The Mayses’ home was easy to find. Before this otherwise nondescript house, in a nondescript residential street, here in the middle of classic small-town America, he found the decades-old symbol of fame or notoriety: a dozen or so news crews, gathered before the white painted picket fence that bordered the garden. Instant access WormCam technology or not, it was going to take a long time before the news-watching public was weaned off the interpretative presence of a reporter interposing herself before some breaking news story.
Bobby’s arrival, of course, was a news event in itself. Now the journalists came running toward him, drone cameras bobbing above them like angular, metallic balloons, snapping questions. Bobby, this way please… Bobby… Bobby, is it true this is the first time you’ve seen your mother since you were three years old?… Is it true your father doesn’t want you here, or was that scene in the OurWorld boardroom just a setup for the WormCams?… Bobby… Bobby…

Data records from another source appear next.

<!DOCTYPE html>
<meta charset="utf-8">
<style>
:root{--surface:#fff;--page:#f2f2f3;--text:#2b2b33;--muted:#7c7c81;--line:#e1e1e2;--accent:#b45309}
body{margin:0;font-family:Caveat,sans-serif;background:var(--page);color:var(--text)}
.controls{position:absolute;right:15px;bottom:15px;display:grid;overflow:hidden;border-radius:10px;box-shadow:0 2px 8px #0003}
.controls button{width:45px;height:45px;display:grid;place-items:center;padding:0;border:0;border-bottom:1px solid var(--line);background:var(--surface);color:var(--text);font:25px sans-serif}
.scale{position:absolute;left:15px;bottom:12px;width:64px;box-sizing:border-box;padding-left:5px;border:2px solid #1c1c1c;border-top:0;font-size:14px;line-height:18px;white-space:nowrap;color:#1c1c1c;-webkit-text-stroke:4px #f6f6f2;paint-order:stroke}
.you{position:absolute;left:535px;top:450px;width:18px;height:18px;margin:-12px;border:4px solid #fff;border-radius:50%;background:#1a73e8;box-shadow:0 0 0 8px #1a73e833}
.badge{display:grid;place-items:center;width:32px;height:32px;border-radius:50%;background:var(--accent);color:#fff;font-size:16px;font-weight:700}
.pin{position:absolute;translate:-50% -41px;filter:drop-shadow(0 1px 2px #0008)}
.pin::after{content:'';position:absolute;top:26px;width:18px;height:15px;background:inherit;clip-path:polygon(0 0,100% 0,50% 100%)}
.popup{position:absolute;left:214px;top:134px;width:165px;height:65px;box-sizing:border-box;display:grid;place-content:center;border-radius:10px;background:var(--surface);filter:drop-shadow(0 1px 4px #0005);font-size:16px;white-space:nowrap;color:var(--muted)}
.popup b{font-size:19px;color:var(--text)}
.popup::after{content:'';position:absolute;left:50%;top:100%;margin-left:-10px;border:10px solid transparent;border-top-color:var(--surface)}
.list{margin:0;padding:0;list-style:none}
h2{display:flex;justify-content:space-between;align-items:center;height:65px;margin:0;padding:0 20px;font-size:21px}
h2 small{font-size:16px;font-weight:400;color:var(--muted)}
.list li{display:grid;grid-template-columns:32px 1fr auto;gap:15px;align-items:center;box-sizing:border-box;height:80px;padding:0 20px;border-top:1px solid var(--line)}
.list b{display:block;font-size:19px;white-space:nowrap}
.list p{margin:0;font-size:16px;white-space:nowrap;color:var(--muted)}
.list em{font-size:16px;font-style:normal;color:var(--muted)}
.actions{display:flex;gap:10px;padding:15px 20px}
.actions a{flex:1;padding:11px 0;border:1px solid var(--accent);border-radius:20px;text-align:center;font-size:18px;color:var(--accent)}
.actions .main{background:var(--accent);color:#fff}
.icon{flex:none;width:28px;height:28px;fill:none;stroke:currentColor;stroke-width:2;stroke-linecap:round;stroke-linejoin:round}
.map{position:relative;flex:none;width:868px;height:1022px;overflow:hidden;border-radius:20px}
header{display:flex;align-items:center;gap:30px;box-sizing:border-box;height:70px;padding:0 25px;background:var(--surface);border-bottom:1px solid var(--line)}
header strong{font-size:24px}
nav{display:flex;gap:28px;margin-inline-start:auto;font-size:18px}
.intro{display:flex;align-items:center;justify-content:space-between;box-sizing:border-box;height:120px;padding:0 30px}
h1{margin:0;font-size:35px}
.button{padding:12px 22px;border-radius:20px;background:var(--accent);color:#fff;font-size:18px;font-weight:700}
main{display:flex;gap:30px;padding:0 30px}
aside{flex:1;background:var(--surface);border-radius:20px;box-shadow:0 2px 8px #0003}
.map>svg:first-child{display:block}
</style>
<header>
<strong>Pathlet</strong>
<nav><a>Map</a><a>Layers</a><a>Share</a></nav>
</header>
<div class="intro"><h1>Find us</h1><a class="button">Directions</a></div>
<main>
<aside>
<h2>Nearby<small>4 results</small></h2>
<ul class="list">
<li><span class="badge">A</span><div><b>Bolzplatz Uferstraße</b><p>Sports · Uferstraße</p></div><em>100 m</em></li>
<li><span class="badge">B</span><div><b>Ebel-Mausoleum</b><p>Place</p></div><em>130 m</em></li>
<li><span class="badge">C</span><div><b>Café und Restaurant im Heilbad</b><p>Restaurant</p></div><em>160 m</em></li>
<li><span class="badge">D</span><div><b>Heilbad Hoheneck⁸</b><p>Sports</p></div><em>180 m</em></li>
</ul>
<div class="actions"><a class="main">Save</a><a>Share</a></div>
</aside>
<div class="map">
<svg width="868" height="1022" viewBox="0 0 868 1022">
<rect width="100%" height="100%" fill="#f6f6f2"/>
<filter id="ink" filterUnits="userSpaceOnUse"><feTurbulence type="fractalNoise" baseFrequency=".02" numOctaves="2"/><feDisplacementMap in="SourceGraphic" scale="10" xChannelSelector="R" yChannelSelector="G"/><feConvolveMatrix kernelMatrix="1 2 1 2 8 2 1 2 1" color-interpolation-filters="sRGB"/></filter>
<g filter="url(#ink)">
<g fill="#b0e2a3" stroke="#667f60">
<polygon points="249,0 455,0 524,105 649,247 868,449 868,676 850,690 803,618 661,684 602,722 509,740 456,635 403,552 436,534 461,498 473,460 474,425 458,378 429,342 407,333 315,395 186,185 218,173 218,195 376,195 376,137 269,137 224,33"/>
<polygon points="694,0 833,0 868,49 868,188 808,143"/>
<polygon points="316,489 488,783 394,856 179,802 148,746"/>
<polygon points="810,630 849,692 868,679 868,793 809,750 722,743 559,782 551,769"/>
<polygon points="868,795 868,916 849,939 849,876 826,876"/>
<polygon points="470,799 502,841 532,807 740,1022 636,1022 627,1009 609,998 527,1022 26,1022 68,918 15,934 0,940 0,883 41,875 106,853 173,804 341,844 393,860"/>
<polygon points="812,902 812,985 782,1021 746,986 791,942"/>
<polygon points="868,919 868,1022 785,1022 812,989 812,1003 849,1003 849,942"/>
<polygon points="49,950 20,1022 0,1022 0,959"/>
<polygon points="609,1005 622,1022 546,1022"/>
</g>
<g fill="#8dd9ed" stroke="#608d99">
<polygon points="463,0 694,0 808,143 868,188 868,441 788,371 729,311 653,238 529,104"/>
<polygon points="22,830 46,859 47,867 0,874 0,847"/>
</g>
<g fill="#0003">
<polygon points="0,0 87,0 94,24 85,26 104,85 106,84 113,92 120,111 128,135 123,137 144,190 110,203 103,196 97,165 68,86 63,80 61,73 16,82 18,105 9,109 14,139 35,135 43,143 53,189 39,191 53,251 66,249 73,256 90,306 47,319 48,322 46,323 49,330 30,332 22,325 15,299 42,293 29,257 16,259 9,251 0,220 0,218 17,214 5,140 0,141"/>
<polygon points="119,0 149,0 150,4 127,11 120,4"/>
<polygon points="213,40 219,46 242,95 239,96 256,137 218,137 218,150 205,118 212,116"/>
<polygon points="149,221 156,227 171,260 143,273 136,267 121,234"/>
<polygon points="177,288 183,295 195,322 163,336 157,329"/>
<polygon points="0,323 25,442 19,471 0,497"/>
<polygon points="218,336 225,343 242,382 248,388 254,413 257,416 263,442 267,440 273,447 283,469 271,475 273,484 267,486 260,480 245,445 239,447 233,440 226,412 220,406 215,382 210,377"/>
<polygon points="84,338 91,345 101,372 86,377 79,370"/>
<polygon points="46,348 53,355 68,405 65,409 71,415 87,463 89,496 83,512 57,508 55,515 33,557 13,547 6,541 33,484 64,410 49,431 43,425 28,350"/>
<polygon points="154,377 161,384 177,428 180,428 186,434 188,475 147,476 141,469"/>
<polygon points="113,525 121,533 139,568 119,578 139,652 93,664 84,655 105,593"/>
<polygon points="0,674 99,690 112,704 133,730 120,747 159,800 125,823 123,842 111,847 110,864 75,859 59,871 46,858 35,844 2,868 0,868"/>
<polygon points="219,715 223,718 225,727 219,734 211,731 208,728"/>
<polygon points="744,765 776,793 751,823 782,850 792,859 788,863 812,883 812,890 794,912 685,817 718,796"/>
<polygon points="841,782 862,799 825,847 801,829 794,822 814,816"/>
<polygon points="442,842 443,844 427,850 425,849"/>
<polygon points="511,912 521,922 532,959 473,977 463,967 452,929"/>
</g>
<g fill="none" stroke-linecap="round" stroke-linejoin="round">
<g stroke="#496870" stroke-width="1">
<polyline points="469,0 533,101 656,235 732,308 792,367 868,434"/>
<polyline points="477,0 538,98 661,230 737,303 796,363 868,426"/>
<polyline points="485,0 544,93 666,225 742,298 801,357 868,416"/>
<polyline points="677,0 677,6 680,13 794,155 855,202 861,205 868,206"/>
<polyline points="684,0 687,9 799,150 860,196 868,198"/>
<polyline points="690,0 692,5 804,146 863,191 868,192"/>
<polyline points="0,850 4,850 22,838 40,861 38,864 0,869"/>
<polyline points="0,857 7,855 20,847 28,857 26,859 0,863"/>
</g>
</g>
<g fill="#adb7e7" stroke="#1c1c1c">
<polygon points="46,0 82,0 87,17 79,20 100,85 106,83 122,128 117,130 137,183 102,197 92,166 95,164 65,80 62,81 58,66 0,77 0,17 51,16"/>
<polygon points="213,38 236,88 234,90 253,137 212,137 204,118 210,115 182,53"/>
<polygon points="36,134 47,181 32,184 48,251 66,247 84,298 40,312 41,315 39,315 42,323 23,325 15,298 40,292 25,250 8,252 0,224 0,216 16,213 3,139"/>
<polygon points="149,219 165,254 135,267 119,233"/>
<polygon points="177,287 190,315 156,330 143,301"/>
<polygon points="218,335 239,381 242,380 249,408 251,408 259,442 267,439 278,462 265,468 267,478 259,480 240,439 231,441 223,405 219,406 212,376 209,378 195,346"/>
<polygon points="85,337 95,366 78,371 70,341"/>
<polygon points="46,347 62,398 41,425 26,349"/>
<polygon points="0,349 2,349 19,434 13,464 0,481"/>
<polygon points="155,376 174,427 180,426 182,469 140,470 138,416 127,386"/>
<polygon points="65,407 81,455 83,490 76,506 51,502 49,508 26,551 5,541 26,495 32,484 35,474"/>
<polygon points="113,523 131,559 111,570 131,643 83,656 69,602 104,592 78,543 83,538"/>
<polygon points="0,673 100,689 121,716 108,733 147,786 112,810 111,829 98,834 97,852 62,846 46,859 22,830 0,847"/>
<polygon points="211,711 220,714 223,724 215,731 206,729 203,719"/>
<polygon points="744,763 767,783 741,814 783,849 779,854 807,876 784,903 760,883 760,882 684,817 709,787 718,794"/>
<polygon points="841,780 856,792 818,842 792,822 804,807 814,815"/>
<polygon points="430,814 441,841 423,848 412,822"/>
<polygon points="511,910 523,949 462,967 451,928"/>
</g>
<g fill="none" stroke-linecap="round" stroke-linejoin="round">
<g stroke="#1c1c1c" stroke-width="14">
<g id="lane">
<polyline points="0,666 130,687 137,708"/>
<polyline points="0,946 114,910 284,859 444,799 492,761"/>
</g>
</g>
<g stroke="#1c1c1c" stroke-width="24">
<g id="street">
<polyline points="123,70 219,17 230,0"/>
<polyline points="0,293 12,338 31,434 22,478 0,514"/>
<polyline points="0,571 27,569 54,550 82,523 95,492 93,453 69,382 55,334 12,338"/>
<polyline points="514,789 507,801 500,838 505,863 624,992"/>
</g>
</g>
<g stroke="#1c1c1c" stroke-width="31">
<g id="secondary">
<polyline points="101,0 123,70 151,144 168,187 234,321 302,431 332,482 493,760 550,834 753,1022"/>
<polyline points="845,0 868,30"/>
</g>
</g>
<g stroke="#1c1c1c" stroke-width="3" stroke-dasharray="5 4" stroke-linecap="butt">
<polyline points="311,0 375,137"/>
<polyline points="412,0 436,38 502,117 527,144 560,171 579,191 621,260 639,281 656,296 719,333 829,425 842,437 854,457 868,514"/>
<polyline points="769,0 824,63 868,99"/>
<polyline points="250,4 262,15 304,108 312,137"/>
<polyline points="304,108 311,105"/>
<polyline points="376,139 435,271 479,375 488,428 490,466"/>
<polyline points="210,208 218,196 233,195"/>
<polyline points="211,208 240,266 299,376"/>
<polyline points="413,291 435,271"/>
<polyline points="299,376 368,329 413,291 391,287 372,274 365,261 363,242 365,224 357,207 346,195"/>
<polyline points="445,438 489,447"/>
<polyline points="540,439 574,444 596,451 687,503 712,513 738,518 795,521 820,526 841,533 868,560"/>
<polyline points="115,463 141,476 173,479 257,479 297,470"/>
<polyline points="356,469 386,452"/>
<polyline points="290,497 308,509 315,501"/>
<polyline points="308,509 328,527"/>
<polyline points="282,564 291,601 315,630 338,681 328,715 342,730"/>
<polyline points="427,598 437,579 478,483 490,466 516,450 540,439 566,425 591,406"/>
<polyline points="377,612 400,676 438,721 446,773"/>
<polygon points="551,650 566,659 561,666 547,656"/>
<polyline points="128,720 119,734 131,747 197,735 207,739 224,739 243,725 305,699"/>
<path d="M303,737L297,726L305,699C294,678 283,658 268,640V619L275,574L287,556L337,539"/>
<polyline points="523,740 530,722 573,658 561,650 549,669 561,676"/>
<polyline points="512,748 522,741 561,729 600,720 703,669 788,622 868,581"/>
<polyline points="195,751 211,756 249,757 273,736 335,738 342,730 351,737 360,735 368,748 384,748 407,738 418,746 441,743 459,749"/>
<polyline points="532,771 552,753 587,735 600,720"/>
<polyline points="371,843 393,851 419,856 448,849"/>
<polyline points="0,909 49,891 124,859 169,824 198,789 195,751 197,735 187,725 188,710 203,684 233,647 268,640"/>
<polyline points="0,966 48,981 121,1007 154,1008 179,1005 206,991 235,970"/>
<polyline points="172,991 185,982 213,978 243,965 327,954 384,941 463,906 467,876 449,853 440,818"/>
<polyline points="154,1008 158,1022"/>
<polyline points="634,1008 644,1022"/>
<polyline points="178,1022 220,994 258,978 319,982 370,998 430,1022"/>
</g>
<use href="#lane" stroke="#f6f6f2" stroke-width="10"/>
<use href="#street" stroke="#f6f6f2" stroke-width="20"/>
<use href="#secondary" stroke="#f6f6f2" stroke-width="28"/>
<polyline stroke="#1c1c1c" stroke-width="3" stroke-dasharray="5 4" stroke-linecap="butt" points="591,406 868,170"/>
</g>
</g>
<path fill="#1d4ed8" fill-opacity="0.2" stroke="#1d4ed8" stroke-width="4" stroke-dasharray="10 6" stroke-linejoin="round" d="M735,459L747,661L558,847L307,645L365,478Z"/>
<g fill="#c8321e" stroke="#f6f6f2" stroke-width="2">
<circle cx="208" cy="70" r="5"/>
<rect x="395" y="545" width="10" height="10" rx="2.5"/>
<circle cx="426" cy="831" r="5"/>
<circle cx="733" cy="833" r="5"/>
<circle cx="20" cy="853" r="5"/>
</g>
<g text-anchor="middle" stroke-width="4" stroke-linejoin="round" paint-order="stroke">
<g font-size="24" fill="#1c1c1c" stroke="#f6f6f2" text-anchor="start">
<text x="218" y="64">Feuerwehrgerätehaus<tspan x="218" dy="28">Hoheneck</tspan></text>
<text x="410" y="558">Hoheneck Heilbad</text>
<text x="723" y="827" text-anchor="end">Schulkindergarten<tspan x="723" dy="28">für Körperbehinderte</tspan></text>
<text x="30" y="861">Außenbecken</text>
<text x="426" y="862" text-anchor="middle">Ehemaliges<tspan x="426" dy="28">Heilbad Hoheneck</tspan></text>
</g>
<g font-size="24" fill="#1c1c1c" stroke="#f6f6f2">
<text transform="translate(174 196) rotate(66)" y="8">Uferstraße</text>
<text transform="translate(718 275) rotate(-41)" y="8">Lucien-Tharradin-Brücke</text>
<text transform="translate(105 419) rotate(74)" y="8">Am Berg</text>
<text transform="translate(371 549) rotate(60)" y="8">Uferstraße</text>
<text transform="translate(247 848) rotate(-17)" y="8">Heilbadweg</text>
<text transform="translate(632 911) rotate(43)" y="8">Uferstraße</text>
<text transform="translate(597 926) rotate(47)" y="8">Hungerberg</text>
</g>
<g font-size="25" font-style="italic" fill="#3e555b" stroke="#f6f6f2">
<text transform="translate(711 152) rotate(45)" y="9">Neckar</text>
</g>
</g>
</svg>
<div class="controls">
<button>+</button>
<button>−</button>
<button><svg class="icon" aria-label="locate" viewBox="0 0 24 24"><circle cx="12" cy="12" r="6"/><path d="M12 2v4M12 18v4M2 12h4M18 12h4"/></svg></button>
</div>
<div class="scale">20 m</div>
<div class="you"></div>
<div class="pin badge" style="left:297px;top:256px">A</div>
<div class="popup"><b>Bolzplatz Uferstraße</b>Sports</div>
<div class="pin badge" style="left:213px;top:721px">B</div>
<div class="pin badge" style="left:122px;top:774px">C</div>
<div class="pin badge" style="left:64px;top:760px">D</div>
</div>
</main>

Bobby smiled, as evenly as he could manage. The reporters didn’t try to follow him as he opened the small gate and walked through the fence. After all, there was no need; no doubt a thousand WormCam viewpoints were trailing him even now.
He knew there was no point asking for respect for his privacy. There was no choice, it seemed, but to endure. But he felt that unseen gaze, like a tangible pressure on the back of his neck.
And the eeriest thought of all was that among this cluster
ing invisible crowd there might be watchers from the unimaginable future, peering back along the tunnels of time to this moment. What if he himself, a future Bobby, was among them?…
But he must live the rest of his life, despite this assumed scrutiny.
He rapped on the door and waited, with gathering nervousness. No WormCam, he supposed, could watch the way his heart was pumping; but surety the watching millions could see the set of his jaw, the drops of perspiration he could feel on his brow despite the cold.
The door opened.
•
It had taken some persuading for Bobby to get Hiram to give his blessing to this meeting.
Hiram had been seated alone at his big mahogany effect desk, before a mound of papers and SoftScreens. He sat hunched over, defensively. He had developed a habit of glancing around, flicking his gaze through the air, searching for WormCam viewpoints like a mouse in fear of a predator.
“I want to see her,” Bobby had said. “Heather Mays. My mother. I want to go meet her.”
Hiram looked as exhausted and uncertain as at any time Bobby could remember. “It would be a mistake. What good would it do you?”
Bobby hesitated. “I don’t know. I don’t know how it feels to have a mother.”
“She isn’t your mother. Not in any real sense. She doesn’t know you, and you don’t know her.”
“I feel as if I do. I see her on every tabloid show…”
“Then you know she has a new family. A new life that has nothing to do with you.” Hiram eyed him. “And you know about the suicide.”
Bobby frowned. “Her husband.”
“He committed suicide, because of the media intrusion. All because your girlfriend gave away the WormCam to the sleaziest journalistic reptiles on the planet. She’s responsible.”
“Dad.”
“Yes, yes, I know. We had this argument already.”
Hiram got out of his chair, walked to the window, and massaged the back of his neck. “Christ, I’m tired. Look, Bobby, any time you feel like coming back to work, I could bloody well use some help.”